- Crude settles at highest level since November on inventories
- Benchmark equity index now near best performer in 2016
Canadian stocks climbed a second day, as energy and raw-materials producers advanced after oil closed at its highest level since November.
The benchmark Standard & Poor’s/TSX Composite Index rose 0.6 percent to 13,887.66 at 4 p.m. in Toronto. The gauge halted the longest losing streak in three weeks on Tuesday, and is neck-and-neck with New Zealand as the best-performing developed market in the world this year, with a 6.8 percent gain.
Six of the S&P/TSX’s 10 industries advanced, with utilities and raw-materials rising at least 1.3 percent. Bond yields tumbled after Federal Reserve policymakers signaled they will retain a “gradual” approach to raising interest rates even amid signs of improvement in the world’s largest economy.

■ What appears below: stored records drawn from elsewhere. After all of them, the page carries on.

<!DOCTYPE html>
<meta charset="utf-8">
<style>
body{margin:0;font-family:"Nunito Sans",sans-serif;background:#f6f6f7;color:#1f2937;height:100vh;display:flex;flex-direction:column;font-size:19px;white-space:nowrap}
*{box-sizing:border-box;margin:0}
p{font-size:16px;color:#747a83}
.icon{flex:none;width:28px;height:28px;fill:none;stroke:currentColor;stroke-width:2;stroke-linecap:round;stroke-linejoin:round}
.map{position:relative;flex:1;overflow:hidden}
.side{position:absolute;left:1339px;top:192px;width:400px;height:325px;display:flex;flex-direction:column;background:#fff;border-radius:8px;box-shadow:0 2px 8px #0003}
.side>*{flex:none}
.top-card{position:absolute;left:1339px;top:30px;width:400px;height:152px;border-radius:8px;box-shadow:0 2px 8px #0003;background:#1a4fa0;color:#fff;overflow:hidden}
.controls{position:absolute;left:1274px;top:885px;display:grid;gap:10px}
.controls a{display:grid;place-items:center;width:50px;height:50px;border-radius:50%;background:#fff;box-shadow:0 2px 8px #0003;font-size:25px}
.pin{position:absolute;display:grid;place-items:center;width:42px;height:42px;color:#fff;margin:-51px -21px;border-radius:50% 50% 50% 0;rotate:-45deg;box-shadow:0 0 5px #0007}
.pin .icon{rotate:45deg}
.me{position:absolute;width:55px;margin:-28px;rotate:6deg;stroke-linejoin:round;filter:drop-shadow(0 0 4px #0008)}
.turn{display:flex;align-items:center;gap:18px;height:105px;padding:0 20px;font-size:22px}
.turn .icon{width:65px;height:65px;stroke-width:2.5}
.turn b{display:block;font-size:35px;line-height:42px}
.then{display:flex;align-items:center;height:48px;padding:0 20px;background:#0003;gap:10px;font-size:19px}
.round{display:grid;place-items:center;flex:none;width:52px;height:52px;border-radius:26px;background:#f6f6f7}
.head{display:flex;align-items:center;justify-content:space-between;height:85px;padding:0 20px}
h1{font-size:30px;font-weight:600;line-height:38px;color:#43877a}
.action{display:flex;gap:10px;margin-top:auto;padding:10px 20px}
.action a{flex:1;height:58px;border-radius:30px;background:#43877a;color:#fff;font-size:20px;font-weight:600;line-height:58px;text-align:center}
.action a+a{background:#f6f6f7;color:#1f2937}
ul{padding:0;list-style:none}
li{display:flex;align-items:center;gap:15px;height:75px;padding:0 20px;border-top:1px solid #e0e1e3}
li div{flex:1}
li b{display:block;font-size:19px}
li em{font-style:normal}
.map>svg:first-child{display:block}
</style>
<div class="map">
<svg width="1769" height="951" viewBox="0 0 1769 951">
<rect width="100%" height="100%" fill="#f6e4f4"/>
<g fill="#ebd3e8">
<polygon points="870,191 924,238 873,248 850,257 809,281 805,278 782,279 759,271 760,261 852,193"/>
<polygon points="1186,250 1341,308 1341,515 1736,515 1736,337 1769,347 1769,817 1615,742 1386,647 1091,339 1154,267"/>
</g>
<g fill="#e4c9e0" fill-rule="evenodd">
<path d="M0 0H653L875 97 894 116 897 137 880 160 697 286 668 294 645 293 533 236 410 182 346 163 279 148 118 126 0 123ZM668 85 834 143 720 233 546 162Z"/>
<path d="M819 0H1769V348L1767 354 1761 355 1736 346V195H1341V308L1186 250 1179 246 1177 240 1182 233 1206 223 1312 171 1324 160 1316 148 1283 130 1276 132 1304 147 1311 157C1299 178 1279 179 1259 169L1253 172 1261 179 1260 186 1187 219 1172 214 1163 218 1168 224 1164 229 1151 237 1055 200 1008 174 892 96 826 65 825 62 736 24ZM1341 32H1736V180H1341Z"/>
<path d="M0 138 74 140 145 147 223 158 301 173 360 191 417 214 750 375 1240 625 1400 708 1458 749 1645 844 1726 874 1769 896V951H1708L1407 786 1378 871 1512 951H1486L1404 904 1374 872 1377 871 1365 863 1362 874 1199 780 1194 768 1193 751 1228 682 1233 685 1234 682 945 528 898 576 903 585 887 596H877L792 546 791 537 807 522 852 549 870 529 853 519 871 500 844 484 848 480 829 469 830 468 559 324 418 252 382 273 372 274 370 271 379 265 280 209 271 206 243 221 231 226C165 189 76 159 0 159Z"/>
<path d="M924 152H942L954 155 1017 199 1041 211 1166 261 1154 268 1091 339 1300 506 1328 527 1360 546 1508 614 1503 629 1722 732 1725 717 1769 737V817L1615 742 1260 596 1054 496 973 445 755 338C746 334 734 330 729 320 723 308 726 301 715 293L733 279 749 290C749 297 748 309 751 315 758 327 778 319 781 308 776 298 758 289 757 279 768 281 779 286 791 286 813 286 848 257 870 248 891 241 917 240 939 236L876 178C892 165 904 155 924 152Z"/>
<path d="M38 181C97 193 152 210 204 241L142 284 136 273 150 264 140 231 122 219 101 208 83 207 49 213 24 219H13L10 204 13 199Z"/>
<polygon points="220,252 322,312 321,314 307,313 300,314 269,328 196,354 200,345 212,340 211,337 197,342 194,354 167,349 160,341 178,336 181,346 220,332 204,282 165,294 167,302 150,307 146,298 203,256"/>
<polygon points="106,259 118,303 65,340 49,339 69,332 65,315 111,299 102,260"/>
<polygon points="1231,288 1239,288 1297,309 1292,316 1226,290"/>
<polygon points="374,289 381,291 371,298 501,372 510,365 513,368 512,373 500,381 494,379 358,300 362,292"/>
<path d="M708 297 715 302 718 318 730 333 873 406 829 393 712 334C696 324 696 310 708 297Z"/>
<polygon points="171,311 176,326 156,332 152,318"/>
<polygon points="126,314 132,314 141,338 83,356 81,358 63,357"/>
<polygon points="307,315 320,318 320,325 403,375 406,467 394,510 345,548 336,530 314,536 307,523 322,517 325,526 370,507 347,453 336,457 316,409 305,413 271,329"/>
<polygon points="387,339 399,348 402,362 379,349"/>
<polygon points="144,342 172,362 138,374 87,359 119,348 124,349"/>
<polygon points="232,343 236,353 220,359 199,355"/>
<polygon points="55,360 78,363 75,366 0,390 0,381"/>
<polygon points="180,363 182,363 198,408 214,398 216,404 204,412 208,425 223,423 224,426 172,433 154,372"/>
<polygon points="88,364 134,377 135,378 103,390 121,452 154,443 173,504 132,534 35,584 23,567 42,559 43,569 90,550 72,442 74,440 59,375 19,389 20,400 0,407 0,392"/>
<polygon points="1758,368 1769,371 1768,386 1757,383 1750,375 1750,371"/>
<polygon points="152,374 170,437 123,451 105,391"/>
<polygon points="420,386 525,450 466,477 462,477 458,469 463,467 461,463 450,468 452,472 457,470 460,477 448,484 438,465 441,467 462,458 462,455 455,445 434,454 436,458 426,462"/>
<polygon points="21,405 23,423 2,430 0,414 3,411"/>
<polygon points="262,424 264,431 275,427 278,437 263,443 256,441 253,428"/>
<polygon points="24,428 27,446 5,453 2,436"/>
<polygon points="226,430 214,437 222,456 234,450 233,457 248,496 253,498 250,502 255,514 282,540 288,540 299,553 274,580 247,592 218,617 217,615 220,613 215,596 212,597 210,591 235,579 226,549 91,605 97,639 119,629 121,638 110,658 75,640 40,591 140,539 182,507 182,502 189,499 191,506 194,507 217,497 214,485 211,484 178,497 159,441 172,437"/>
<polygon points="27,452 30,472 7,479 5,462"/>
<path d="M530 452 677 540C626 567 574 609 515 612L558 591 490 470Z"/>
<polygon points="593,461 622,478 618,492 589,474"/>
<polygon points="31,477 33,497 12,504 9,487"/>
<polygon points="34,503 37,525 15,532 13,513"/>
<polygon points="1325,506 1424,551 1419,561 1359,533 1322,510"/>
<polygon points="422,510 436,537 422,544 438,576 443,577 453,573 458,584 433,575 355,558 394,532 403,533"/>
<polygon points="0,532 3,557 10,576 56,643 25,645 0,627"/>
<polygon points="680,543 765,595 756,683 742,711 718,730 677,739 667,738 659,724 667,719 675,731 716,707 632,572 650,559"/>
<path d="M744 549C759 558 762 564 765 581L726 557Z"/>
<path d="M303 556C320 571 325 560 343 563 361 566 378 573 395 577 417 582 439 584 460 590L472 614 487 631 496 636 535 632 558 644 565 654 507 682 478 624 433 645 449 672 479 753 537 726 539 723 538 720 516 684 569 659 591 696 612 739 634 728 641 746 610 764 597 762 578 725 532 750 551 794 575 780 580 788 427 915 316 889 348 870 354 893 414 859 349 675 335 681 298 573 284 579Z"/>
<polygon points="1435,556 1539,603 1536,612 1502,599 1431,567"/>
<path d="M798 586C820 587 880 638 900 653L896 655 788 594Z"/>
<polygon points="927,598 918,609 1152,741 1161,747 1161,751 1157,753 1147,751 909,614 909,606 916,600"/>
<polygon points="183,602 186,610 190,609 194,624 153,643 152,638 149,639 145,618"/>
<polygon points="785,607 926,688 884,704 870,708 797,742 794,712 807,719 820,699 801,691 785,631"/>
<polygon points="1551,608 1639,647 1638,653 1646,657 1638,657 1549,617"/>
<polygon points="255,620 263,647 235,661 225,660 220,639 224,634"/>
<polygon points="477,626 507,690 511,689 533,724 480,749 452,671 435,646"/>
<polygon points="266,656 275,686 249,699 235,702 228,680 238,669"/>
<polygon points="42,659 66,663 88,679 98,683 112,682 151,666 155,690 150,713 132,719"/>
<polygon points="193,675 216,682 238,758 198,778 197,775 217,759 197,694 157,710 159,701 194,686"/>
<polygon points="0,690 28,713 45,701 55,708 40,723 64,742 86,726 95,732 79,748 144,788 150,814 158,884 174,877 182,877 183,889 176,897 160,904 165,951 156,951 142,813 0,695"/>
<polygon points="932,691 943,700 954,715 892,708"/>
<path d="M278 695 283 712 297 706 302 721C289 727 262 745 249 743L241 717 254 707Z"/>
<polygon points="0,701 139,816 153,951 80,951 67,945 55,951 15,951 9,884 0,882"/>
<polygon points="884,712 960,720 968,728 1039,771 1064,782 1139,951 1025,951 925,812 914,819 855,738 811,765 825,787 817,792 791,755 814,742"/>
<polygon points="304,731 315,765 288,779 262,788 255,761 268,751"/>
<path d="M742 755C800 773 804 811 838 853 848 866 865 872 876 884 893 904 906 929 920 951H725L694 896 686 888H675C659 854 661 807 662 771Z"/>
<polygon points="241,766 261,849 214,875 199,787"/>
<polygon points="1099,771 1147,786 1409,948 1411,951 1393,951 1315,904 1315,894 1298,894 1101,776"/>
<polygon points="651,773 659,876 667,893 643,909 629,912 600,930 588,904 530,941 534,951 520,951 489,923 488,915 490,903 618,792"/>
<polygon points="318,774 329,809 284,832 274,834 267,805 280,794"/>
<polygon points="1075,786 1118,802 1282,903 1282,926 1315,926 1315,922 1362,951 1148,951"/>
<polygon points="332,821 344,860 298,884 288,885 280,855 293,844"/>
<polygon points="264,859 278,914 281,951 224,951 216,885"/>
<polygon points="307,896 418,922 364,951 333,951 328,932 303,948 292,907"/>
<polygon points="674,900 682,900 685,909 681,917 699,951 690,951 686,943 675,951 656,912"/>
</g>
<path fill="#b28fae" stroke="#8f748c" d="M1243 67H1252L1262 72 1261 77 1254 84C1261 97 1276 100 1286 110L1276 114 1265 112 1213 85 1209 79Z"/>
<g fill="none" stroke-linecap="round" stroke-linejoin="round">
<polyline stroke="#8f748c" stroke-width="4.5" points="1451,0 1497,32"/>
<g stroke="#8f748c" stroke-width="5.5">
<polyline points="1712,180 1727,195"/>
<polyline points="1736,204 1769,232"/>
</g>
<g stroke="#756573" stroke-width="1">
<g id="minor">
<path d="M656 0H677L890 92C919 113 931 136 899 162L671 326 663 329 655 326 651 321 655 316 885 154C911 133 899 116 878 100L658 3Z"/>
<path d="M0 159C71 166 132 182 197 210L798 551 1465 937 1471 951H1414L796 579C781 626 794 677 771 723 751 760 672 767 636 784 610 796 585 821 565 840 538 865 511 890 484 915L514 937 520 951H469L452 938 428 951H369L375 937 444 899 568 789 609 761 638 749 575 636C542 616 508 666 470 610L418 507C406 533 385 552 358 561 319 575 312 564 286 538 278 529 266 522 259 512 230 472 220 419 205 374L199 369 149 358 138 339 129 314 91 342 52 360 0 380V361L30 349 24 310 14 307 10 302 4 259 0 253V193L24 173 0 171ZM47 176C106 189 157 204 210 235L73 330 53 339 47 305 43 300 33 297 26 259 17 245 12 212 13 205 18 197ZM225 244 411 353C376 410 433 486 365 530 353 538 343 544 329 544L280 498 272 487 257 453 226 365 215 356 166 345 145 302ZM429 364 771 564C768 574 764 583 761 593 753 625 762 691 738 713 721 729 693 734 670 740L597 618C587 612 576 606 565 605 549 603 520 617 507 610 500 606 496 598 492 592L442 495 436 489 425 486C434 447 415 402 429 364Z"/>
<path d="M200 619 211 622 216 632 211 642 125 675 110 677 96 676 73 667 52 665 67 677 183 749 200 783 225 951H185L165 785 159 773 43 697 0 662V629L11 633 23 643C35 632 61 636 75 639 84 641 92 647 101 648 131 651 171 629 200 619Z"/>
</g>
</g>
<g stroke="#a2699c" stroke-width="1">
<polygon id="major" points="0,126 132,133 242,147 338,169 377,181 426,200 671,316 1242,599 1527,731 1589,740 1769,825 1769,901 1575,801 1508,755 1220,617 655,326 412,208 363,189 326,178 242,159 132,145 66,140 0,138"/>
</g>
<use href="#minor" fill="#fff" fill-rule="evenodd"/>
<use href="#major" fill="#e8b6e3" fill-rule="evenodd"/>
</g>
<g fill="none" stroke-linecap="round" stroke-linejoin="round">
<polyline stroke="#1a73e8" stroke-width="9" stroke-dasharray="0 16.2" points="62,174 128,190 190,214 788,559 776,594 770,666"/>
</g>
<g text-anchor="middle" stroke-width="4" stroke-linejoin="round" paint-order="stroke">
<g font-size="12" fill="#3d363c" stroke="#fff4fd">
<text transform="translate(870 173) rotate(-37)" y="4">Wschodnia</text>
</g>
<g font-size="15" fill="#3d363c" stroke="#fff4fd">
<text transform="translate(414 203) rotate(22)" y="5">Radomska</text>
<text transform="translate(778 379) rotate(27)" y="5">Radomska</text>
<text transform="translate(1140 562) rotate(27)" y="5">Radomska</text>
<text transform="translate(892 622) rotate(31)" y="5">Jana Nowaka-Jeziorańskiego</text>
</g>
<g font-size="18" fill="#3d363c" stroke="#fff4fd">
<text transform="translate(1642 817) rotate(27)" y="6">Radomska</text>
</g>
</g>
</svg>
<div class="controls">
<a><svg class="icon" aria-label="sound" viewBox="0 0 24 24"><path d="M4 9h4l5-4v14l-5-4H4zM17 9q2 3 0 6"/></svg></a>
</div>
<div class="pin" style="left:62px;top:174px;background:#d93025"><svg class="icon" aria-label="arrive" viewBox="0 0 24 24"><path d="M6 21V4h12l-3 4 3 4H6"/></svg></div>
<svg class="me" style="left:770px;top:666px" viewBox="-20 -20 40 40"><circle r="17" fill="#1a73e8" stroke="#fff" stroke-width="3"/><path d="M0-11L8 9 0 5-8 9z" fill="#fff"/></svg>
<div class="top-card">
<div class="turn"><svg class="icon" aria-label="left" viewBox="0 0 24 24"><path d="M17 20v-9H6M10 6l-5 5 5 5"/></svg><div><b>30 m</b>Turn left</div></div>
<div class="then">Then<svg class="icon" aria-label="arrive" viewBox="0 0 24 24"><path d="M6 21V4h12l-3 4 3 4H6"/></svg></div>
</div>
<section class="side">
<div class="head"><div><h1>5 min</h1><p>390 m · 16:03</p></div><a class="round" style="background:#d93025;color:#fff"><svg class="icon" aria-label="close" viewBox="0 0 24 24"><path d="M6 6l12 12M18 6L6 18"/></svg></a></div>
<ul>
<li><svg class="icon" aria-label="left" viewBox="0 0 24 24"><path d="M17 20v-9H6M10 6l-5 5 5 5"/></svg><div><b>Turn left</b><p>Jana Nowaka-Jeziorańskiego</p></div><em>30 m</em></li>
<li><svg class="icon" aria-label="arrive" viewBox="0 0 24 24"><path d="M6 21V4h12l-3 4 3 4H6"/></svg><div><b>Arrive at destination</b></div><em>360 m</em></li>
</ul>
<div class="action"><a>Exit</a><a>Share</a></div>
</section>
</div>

Energy producers climbed 1 percent, after rallying as much as 1.8 percent. West Texas Intermediate crude futures rose 2.9 percent, settling at $45.33 a barrel in New York. The commodity briefly erased gains after data showed crude inventories rose 2 million barrels last week, ahead of a 1.75 million barrel advance projected by analysts surveyed by Bloomberg.
Cenovus Energy Inc. added 1.6 percent after reporting lower production and operating costs in the first quarter from year-ago levels, offsetting a wider operating loss than analysts expected. The oil and gas producer said the quarterly results are not indicative of potential performance for the rest of the year.
Potash Corp. of Saskatchewan Inc. added 1.9 percent before its earnings report on Thursday, while Goldcorp Inc. gained 1.8 percent as gold prices climbed for a third day.
Companies including BP Plc, Nabors Industries Ltd. and explorer Pioneer Natural Resources Co. have all said in the past 24 hours that prices above $50 will help drive a recovery in the oil industry, while The World Bank boosted its forecast for oil prices this year to an average of $41 a barrel, up from a January forecast of $37.
The resource-dominant S&P/TSX remains closely linked to moves in commodities prices, with a 17 percent rally in the benchmark equity gauge from a Jan. 20 low aligning with a rebound in crude from the lowest levels since 2003. Raw-materials and energy producers are the two top-performing industries in Canada so far this year, up more than 15 percent.
The Canadian benchmark now trades at 22.2 times earnings, about 15 percent higher than the 19.3 times earnings valuation of the Standard & Poor’s 500 Index, according to data compiled by Bloomberg.